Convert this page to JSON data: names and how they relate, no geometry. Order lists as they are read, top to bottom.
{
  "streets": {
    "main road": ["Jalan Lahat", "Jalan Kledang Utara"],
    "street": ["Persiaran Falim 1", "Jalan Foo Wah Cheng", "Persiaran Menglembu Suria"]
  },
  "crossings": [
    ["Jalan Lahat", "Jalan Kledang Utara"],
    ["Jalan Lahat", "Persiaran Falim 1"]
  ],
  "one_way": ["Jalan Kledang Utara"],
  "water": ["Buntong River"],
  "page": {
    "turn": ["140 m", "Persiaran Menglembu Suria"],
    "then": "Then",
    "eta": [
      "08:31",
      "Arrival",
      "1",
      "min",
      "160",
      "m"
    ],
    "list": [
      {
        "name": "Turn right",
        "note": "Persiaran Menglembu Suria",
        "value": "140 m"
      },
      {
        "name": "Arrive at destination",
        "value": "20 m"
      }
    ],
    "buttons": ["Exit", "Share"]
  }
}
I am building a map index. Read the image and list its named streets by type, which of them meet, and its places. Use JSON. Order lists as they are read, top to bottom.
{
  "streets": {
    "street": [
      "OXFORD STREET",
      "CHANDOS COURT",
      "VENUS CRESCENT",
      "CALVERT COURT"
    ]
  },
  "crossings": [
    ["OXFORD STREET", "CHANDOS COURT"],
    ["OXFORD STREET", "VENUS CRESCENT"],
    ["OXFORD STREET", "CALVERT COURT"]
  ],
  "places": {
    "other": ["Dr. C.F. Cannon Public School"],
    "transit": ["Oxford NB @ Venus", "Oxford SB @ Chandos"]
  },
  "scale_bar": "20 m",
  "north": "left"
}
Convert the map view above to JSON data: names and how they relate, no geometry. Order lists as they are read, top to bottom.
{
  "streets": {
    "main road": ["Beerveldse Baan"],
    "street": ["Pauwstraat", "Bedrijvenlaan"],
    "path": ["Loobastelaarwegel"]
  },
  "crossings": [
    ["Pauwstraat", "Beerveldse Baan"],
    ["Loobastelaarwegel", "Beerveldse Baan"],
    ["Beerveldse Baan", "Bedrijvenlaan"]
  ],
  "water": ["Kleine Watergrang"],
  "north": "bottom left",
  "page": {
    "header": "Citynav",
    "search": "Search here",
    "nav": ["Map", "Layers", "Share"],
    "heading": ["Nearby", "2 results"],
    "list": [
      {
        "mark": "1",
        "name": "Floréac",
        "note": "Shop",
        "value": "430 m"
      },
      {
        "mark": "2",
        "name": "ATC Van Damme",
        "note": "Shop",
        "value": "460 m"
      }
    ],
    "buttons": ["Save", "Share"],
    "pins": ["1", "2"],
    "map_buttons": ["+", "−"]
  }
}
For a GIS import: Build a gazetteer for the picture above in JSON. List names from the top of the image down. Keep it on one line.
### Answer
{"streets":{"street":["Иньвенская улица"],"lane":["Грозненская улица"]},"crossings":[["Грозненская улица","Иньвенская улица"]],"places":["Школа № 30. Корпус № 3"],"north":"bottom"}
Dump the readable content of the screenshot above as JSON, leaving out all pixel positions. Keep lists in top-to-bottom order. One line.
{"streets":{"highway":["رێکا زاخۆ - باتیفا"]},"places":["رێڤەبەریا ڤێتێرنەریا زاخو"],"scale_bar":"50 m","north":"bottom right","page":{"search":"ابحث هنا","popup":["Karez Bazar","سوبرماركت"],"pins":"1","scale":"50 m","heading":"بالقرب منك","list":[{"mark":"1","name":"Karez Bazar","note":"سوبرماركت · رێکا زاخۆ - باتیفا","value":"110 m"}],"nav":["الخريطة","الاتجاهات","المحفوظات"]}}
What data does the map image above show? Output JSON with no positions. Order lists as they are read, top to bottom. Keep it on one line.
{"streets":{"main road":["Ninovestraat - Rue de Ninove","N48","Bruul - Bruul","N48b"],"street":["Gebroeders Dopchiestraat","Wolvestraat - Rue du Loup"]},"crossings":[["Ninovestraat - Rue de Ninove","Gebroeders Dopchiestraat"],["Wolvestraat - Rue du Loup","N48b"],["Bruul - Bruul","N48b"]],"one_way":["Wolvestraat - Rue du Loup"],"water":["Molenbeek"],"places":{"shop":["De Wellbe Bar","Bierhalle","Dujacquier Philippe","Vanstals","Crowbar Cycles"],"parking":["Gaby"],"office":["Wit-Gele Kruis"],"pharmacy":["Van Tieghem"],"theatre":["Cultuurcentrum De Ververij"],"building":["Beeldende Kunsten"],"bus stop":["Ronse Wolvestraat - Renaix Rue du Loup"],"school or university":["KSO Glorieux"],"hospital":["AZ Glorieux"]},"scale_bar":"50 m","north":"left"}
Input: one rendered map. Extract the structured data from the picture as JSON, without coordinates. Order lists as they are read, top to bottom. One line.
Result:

......

Your answer should consist of all lines above that include the string "picture".

■ Expected output:
For a GIS import: Build a gazetteer for the picture above in JSON. List names from the top of the image down. Keep it on one line.
Input: one rendered map. Extract the structured data from the picture as JSON, without coordinates. Order lists as they are read, top to bottom. One line.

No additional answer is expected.